[Saved data entries]
++++++++++++++++++++

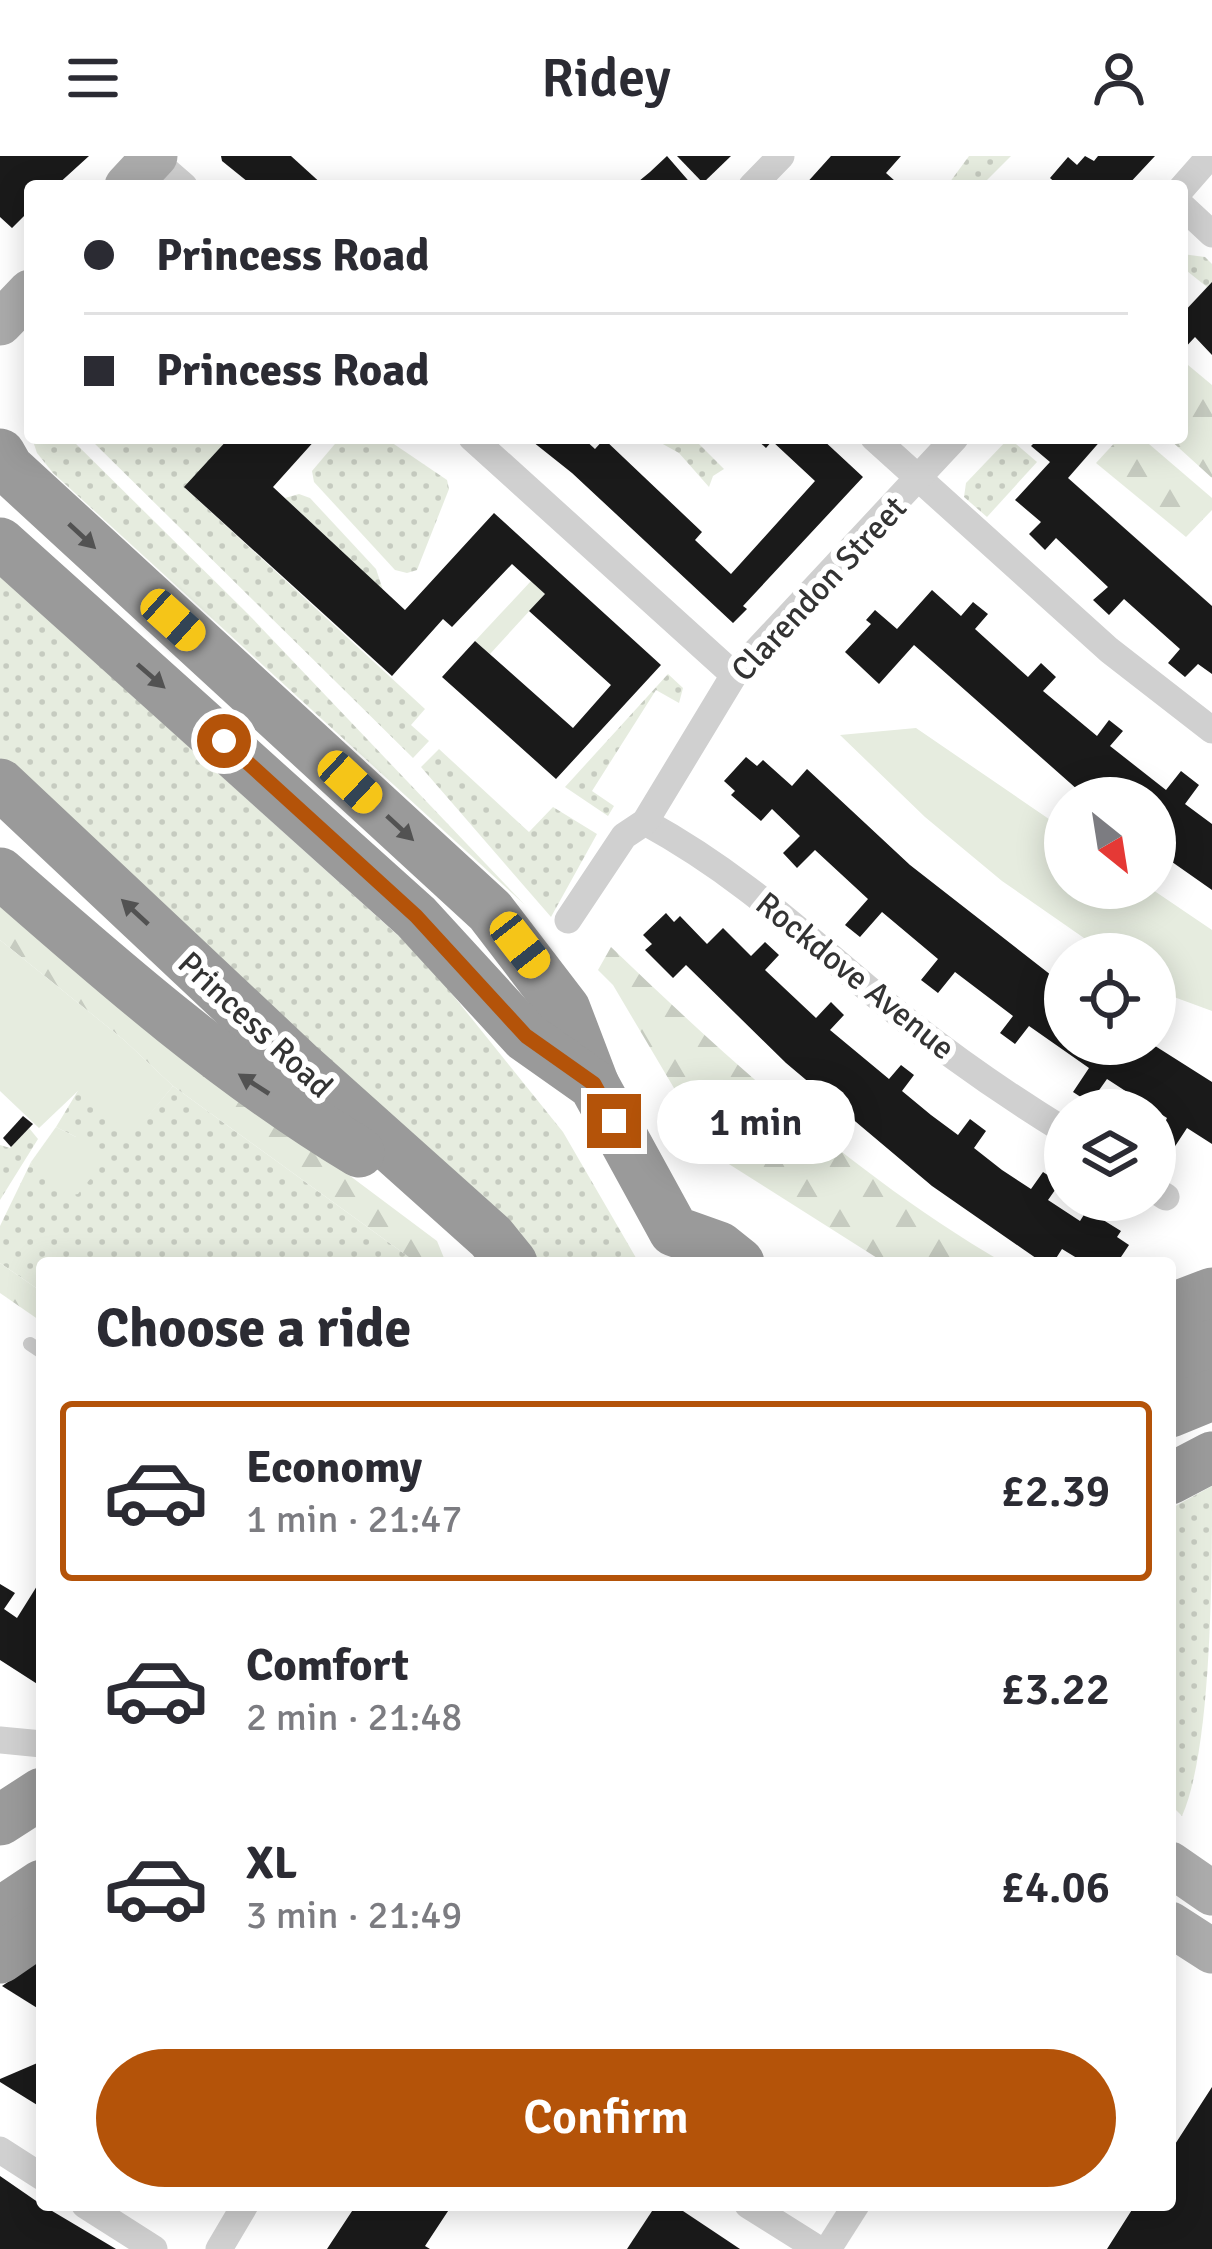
<!DOCTYPE html>
<html lang="en">
<head>
<meta charset="utf-8">
<style>
	body { margin:0; font-family:Signika,sans-serif; background:#f7f7f7; color:#2b2b33; height:100vh; display:flex; flex-direction:column; font-size:45px; white-space:nowrap }
	* { box-sizing:border-box; margin:0 }
	p { font-size:39px; color:#7c7c81 }
	.icon { flex:none; width:66px; height:66px; fill:none; stroke:currentColor; stroke-width:2; stroke-linecap:round; stroke-linejoin:round }
	.map { position:relative; flex:1; overflow:hidden }
	.panel { position:absolute; left:36px; top:1101px; width:1140px; height:954px; display:flex; flex-direction:column; background:#fff; border-radius:12px; box-shadow:0 6px 30px #0003 }
	.panel>* { flex:none }
	.hud { position:absolute; left:24px; top:24px; width:1164px; height:264px; border-radius:12px; box-shadow:0 6px 30px #0003; display:grid; align-content:center; height:264px; padding:0 60px; background:#fff }
	.needle { width:78px; rotate:150deg }
	.controls { position:absolute; left:1044px; top:621px; display:grid; gap:24px }
	.controls a { display:grid; place-items:center; width:132px; height:132px; border-radius:50%; background:#fff; box-shadow:0 6px 30px #0003; font-size:60px }
	.end { position:absolute; width:54px; height:54px; margin:-27px; border:15px solid #b45309; background:#fff; box-shadow:0 0 0 6px #fff }
	.from { border-radius:50% }
	.bubble { position:absolute; height:84px; border-radius:42px; background:#fff; box-shadow:0 6px 30px #0003; font-size:39px; font-weight:600; line-height:84px; text-align:center }
	.car { position:absolute; width:36px; height:72px; margin:-36px -18px; border-radius:15px; box-shadow:0 0 9px 3px #0007; background:linear-gradient(#f5c518 24%,#345 0 40%,#f5c518 0 76%,#345 0 86%,#f5c518 0) }
	.hud b { display:flex; align-items:center; gap:42px; height:114px; font-size:45px }
	.hud b+b { border-top:3px solid #e1e1e2 }
	.hud i { width:30px; height:30px; background:#2b2b33 }
	ul { padding:0; list-style:none }
	li { display:flex; align-items:center; gap:36px; height:180px; margin:0 24px 18px; padding:0 36px; border:6px solid transparent; border-radius:12px }
	li div { flex:1 }
	li b { display:block; font-size:45px }
	li em { font-style:normal; font-weight:600 }
	li.active { border-color:#b45309 }
	li>.icon { width:108px; height:108px; stroke-width:1.5 }
	h2 { padding:0 60px; font-size:54px; line-height:144px }
	.primary-button { display:flex; gap:24px; margin-top:auto; padding:24px 60px }
	.primary-button a { flex:1; height:138px; border-radius:72px; background:#b45309; color:#fff; font-size:48px; font-weight:600; line-height:138px; text-align:center }
	header { display:flex; justify-content:space-between; align-items:center; height:156px; padding:0 60px; background:#fff; font-size:54px; font-weight:600 }
	.map>svg:first-child { display:block }
	.grass { fill:url(#grass-dots) }
	.forest { fill:url(#forest-firs) }
	.green { fill:#e6ecdf }
	.building { fill:#1a1a1a }
	.lines { fill:none; stroke-linecap:round; stroke-linejoin:round }
	.lane { stroke:#d0d0d0; stroke-width:14 }
	.street { stroke:#d0d0d0; stroke-width:27 }
	.primary { stroke:#ababab; stroke-width:45 }
	.highway { stroke:#9a9a9a; stroke-width:51 }
	.oneway { fill:#525252 }
	.route { stroke:#b45309; stroke-width:15 }
	.labels { text-anchor:middle; stroke-width:12; stroke-linejoin:round; paint-order:stroke }
	.street-label { font-size:33px; fill:#333; stroke:#fff }
</style>
</head>
<body>
<header><svg class="icon" aria-label="menu" viewBox="0 0 24 24"><path d="M4 6h16M4 12h16M4 18h16"/></svg>Ridey<svg class="icon" aria-label="person" viewBox="0 0 24 24"><circle cx="12" cy="8" r="4"/><path d="M4 21q1-7 8-7t8 7"/></svg></header>
<div class="map">
<svg width="1212" height="2093" viewBox="0 0 1212 2093">
	<defs>
		<pattern id="grass-dots" width="8" height="8" patternUnits="userSpaceOnUse" patternTransform="scale(3)"><rect width="8" height="8" fill="#e6ecdf"/><path d="M2 2h.1M6 6h.1" fill="none" stroke="#c6cbc0" stroke-width="1.8" stroke-linecap="round"/></pattern>
		<pattern id="forest-firs" width="22" height="20" patternUnits="userSpaceOnUse" patternTransform="scale(3)"><rect width="22" height="20" fill="#e6ecdf"/><path d="M5 1l3.5 6h-7zM16 11l3.5 6h-7z" fill="#c6cbc0"/></pattern>
	</defs>
	<rect width="100%" height="100%" fill="#fff"/>
	<!-- grass -->
	<g class="grass">
		<polygon points="969,0 1011,0 981,30 947,30"/>
		<polygon points="1182,98 1205,101 1212,108 1212,126 1207,131 1182,111"/>
		<polygon points="32,282 70,282 249,459 525,749 53,317 37,297"/>
		<polygon points="89,282 229,282 185,332 425,553 411,569 429,585 413,602"/>
		<polygon points="340,282 385,282 447,324 449,333 417,414 407,417 395,414 314,326 312,315"/>
		<polygon points="652,282 693,282 724,313 713,320 709,331 679,297"/>
		<polygon points="1009,282 1037,306 987,361 964,341 966,327"/>
		<polygon points="299,338 310,342 376,413 383,434 285,342"/>
		<polygon points="0,420 423,802 563,976 639,1107 530,1107 326,908 0,602"/>
		<polygon points="668,518 683,532 679,547 656,534 592,635 614,650 608,660 565,631"/>
		<polygon points="439,593 529,676 553,651 597,678 551,761 421,611"/>
		<polygon points="173,930 417,1107 42,1107 42,1136 0,1107 0,1070 31,1006 36,1016 76,981 56,971 79,933 132,979"/>
		<polygon points="29,972 38,983 0,1044 0,989 10,992"/>
		<path d="M 1212,1330 C 1212,1415 1212,1592 1182,1660 L 1170,1648 L 1170,1353 Z"/>
	</g>
	<!-- forest -->
	<g class="forest">
		<polygon points="1182,204 1212,229 1212,322 1168,282 1182,282"/>
		<polygon points="1119,282 1142,282 1212,342 1212,354 1186,381 1096,307"/>
		<polygon points="0,737 242,939 437,1085 446,1107 417,1107 173,930 124,884 0,784"/>
		<path d="M 611,791 C 733,908 857,1021 1004,1107 L 885,1107 L 713,998 L 613,829 L 598,814 Z"/>
		<polygon points="0,1107 42,1136 42,1166 0,1137"/>
	</g>
	<!-- green -->
	<g class="green">
		<polygon points="531,425 545,438 490,498 475,485"/>
		<polygon points="916,572 1065,674 1065,732 1150,732 1212,774 1212,855 1155,834 1155,798 1107,798 1002,725 925,661 840,579"/>
		<polygon points="0,784 124,884 173,930 132,980 79,934 39,972 0,935"/>
		<polygon points="56,971 76,981 98,1003 95,1017 78,1038 66,1040 35,1016 31,1006"/>
	</g>
	<!-- building -->
	<g class="building">
		<polygon points="0,0 89,0 56,30 30,30 30,59 27,57 12,72 0,61"/>
		<polygon points="221,0 291,0 324,30 253,30 222,5"/>
		<polygon points="667,0 693,30 633,30 650,16"/>
		<polygon points="677,0 731,0 703,27"/>
		<polygon points="831,0 901,0 886,17 895,25 891,30 804,30"/>
		<polygon points="1085,0 1094,5 1098,0 1155,0 1127,30 1059,30 1050,22 1068,1 1077,9"/>
		<polygon points="1212,126 1212,199 1195,181 1182,195 1182,158"/>
		<polygon points="229,282 317,282 273,331 405,454 494,357 661,509 556,623 442,521 475,485 573,572 611,529 529,455 545,438 512,408 452,471 443,463 392,520 184,331"/>
		<polygon points="528,282 583,282 595,293 604,283 702,376 695,384 731,418 815,325 772,285 766,292 755,282 821,282 863,321 743,450 747,453 733,467 572,317"/>
		<polygon points="1039,282 1103,282 1068,322 1212,450 1212,518 1198,508 1185,521 1168,507 1180,493 1124,443 1109,459 1093,444 1108,431 1056,382 1045,394 1029,378 1041,366 1015,344 1050,306 1031,290"/>
		<polygon points="932,434 961,460 973,446 988,458 975,473 1028,521 1041,507 1056,521 1043,535 1097,580 1109,564 1123,575 1110,590 1166,634 1181,615 1199,629 1185,648 1212,668 1212,734 1155,694 1155,642 1087,642 914,489 879,528 845,496 871,468 866,464 875,454 897,473"/>
		<polygon points="746,601 757,610 763,604 792,630 807,613 910,709 1065,830 1065,888 1152,888 1212,926 1212,988 1187,972 1170,998 1155,988 1167,962 1107,923 1090,947 1073,936 1089,912 1029,870 1015,888 1000,877 1013,860 955,816 938,837 921,824 938,803 882,756 860,781 845,769 868,743 815,694 797,712 783,697 800,680 772,653 761,665 731,639 735,635 724,625"/>
		<polygon points="666,757 674,766 680,760 707,788 723,772 751,800 765,786 779,799 765,814 816,862 831,846 844,859 830,874 889,923 901,909 914,919 902,935 931,959 958,979 970,963 986,975 974,992 1002,1014 1031,1033 1043,1016 1060,1027 1048,1044 1080,1065 1087,1054 1121,1075 1117,1081 1129,1089 1117,1107 1085,1107 1062,1093 1053,1107 1043,1107 932,1030 786,907 686,809 673,822 645,794 652,788 643,779"/>
		<polygon points="23,960 33,968 11,991 3,982"/>
		<polygon points="42,1422 42,1531 0,1504 0,1428 15,1437 4,1453 17,1462"/>
		<polygon points="42,1803 42,1855 2,1830"/>
		<polygon points="42,1905 42,1952 0,1926 0,1923"/>
		<polygon points="1212,1931 1212,2093 1107,2093 1135,2049 1170,2049 1170,1996"/>
		<polygon points="0,2020 42,2049 116,2093 0,2093"/>
		<polygon points="356,2049 452,2049 425,2090 430,2093 327,2093"/>
		<polygon points="656,2049 674,2049 740,2093 627,2093"/>
	</g>
	<g class="lines">
		<!-- lane -->
		<polyline class="lane" points="30,1188 42,1196"/>
		<!-- street -->
		<g class="street">
			<polyline points="153,3 184,30"/>
			<polyline points="752,30 781,0"/>
			<polyline points="1182,32 1210,0"/>
			<polyline points="1182,50 1212,78"/>
			<polyline points="472,282 734,519"/>
			<polyline points="874,282 1109,494 1212,574"/>
			<path d="M 645,666 C 738,717 799,775 879,842 C 937,891 1000,935 1065,975"/>
			<polyline points="568,764 624,680 645,666 734,519 955,282"/>
			<polyline points="1155,1034 1166,1041"/>
			<polyline points="0,1584 42,1588"/>
			<polyline points="0,1994 42,2021"/>
			<polyline points="85,2049 154,2093"/>
			<polyline points="748,2049 818,2093"/>
			<polyline points="219,2093 245,2049"/>
			<polyline points="828,2093 856,2049"/>
		</g>
		<!-- primary -->
		<g class="primary">
			<polyline points="127,30 155,0"/>
			<polyline points="0,167 30,136"/>
			<polyline points="1170,1708 1212,1737"/>
			<polyline points="1170,1768 1212,1795"/>
		</g>
		<!-- highway -->
		<g class="highway">
			<polyline points="0,298 8,312 490,755 565,853 594,929"/>
			<polyline points="0,387 416,761 526,881 594,929 674,1075 719,1091 739,1107"/>
			<polyline points="0,628 300,910 491,1081 512,1107"/>
			<path d="M 0,717 C 115,818 228,917 359,996"/>
			<polyline points="1170,1153 1212,1137"/>
			<polyline points="1170,1207 1212,1189"/>
			<polyline points="1170,1256 1212,1239"/>
			<polyline points="1170,1323 1212,1301"/>
			<polyline points="0,1664 42,1637"/>
			<polyline points="0,1757 42,1729"/>
			<polyline points="0,1802 42,1773"/>
		</g>
	</g>
	<!-- one-way arrows -->
	<defs><path id="oneway-solid" d="M-6-.8H1V-3.2L6.5 0L1 3.2V.8H-6Z" transform="scale(3)"/></defs>
	<g class="oneway">
		<use href="#oneway-solid" transform="translate(82 380) rotate(43)"/>
		<use href="#oneway-solid" transform="translate(151 520) rotate(41)"/>
		<use href="#oneway-solid" transform="translate(400 672) rotate(43)"/>
		<use href="#oneway-solid" transform="translate(135 756) rotate(-137)"/>
		<use href="#oneway-solid" transform="translate(254 928) rotate(-147)"/>
	</g>
	<g class="lines">
		<!-- route -->
		<polyline class="route" points="224,585 416,760 526,880 594,928 614,965"/>
	</g>
	<g class="labels">
		<!-- street labels -->
		<g class="street-label">
			<text transform="translate(818 432) rotate(-47)" y="12">Clarendon Street</text>
			<text transform="translate(856 819) rotate(39)" y="12">Rockdove Avenue</text>
			<text transform="translate(256 868) rotate(43)" y="12">Princess Road</text>
		</g>
	</g>
</svg>
<div class="controls">
<a><svg class="needle" viewBox="-14 -14 28 28"><path d="M0-13l5 13h-10z" fill="#e53935"/><path d="M0 13l5-13h-10z" fill="#7c7c81"/></svg></a>
<a><svg class="icon" aria-label="locate" viewBox="0 0 24 24"><circle cx="12" cy="12" r="6"/><path d="M12 2v4M12 18v4M2 12h4M18 12h4"/></svg></a>
<a><svg class="icon" aria-label="layers" viewBox="0 0 24 24"><path d="M12 4l9 5-9 5-9-5zM3 14l9 5 9-5"/></svg></a>
</div>
<i class="end from" style="left:224px;top:585px"></i>
<i class="end" style="left:614px;top:965px"></i>
<div class="bubble" style="left:657px;top:924px;width:198px">1 min</div>
<i class="car" style="left:173px;top:464px;rotate:132deg"></i>
<i class="car" style="left:350px;top:626px;rotate:133deg"></i>
<i class="car" style="left:520px;top:789px;rotate:142deg"></i>
<div class="hud">
<b><i class="from"></i>Princess Road</b>
<b><i></i>Princess Road</b>
</div>
<section class="panel">
<h2>Choose a ride</h2>
<ul>
<li class="active"><svg class="icon" aria-label="car" viewBox="0 0 24 24"><path d="M5 17H2v-5l4-1 3-4h7l3 4 3 1v5h-3M9 17h6M6 11h13"/><circle cx="7" cy="17" r="2"/><circle cx="17" cy="17" r="2"/></svg><div><b>Economy</b><p>1 min · 21:47</p></div><em>£2.39</em></li>
<li><svg class="icon" aria-label="car" viewBox="0 0 24 24"><path d="M5 17H2v-5l4-1 3-4h7l3 4 3 1v5h-3M9 17h6M6 11h13"/><circle cx="7" cy="17" r="2"/><circle cx="17" cy="17" r="2"/></svg><div><b>Comfort</b><p>2 min · 21:48</p></div><em>£3.22</em></li>
<li><svg class="icon" aria-label="car" viewBox="0 0 24 24"><path d="M5 17H2v-5l4-1 3-4h7l3 4 3 1v5h-3M9 17h6M6 11h13"/><circle cx="7" cy="17" r="2"/><circle cx="17" cy="17" r="2"/></svg><div><b>XL</b><p>3 min · 21:49</p></div><em>£4.06</em></li>
</ul>
<div class="primary-button"><a>Confirm</a></div>
</section>
</div>
</body>
</html>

++++++++++++++++++++

**ASSIGNMENT:**
Look through the entries and return each line that has the word "direction" in it.

**TASK OUTPUT:**
	body { margin:0; font-family:Signika,sans-serif; background:#f7f7f7; color:#2b2b33; height:100vh; display:flex; flex-direction:column; font-size:45px; white-space:nowrap }
	.panel { position:absolute; left:36px; top:1101px; width:1140px; height:954px; display:flex; flex-direction:column; background:#fff; border-radius:12px; box-shadow:0 6px 30px #0003 }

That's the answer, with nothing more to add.